The Withdrawal of Roman Legions from Britain.



The Withdrawal of Roman Legions from Britannia resulted in the End of Literacy in the region (410 – 449 AD). Then starts the Dark Ages in Britain...
In 410AD.the Roman legions withdrew from the province of Britannia. With the departure of the last legions from Britain, and the end of Roman rule, literacy gradually left England. Within 40 to 50 years from the time of the departure of the Romans to the arrival in 597 of Augustine of Canterbury on a mission to convert the Anglo-Saxons, and for a period thereafter, it is believed that the people of Britain were, with few exceptions, essentially illiterate.

Roughly 40 years after the Romans departed, in 449, Saxons, Angles, and Jutes conducted large scale invasions of Britain, causing numerous members of the Christian aristocracy to flee to Bretagne, France. The environment in Britain became increasingly hostile to Christians, and increasingly illiterate.


The period from the departure of the Roman legions to the arrival of Augustine of Canterbury in 597 is often called Sub-Roman Britain or Post-Roman Britain.
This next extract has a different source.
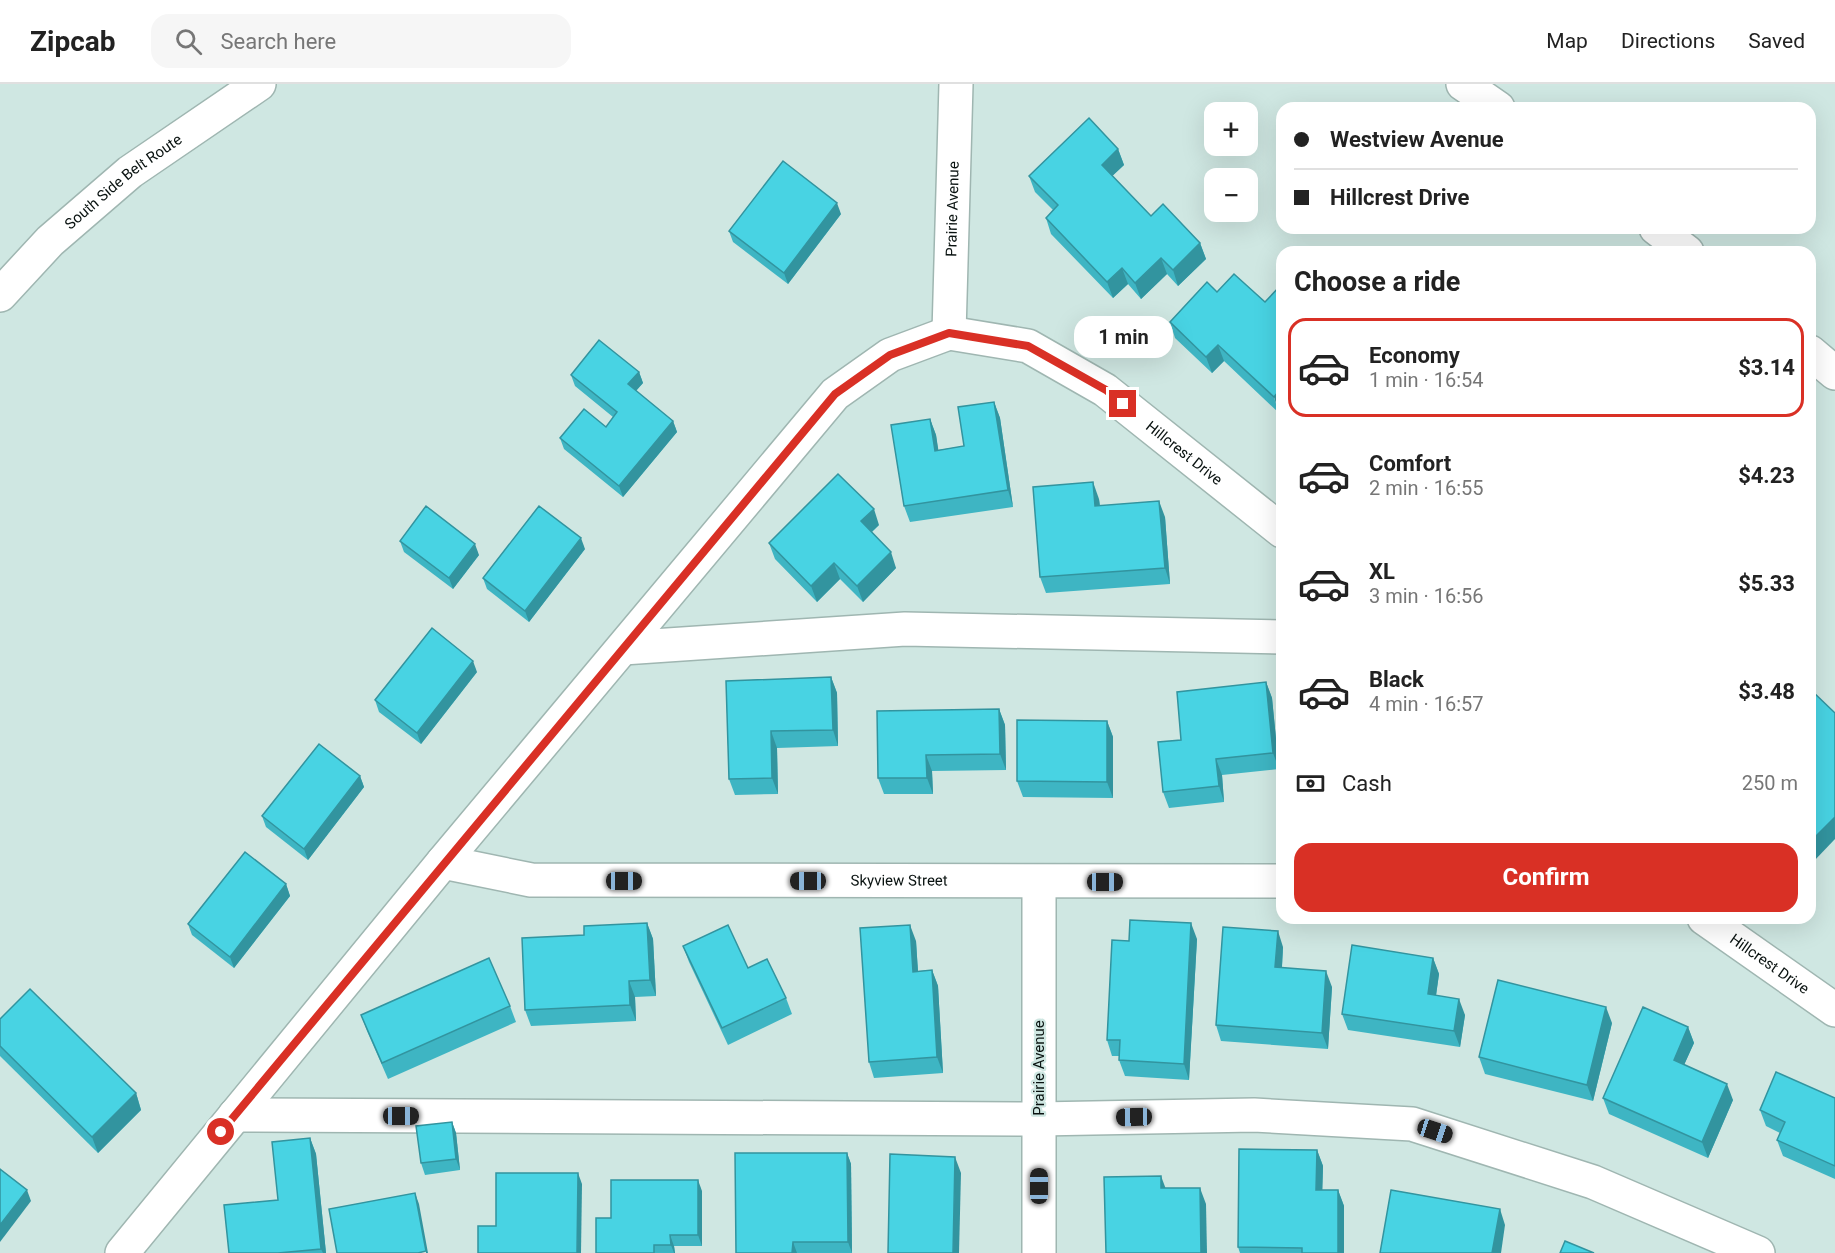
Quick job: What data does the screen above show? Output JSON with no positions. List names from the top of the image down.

The date taken for the end of this period is arbitrary in that sub-Roman culture continued in the West of England, and in Wales, for a period of time thereafter. Reflecting the decline of literacy and of educational institutions, very little written material survived from the period.
“Two primary contemporary British sources exist: the Confessio of Saint Patrick and Gildas’ De Excidio et Conquestu Britanniae (On the Ruin and Conquest of Britain). Patrick’s Confessio and his Letter to Coroticus reveal aspects of life in Britain, from where he was abducted to Ireland. It is particularly useful in highlighting the state of Christianity at the time. Gildas is the nearest to a source of Sub-Roman history but there are many problems in using it. The document represents British history as he and his audience understood it. Though a few other documents of the period do exist, such as Gildas’ letters on monasticism, they are not directly relevant to British history. Gildas’ De Excidio is a jeremiad: it is written as a polemic to warn contemporary rulers against sin, demonstrating through historical and biblical examples that bad rulers are always punished by God — in the case of Britain, through the destructive wrath of the Saxon invaders. The historical section of De Excidio is short, and the material in it is clearly selected with Gildas’ purpose in mind. There are no absolute dates given, and some of the details, such as those regarding the Hadrian’s and Antonine Walls are clearly wrong. Nevertheless, Gildas does provide us with an insight into some of the kingdoms that existed when he was writing, and how an educated monk perceived the situation that had developed between the Anglo-Saxons and the Britons.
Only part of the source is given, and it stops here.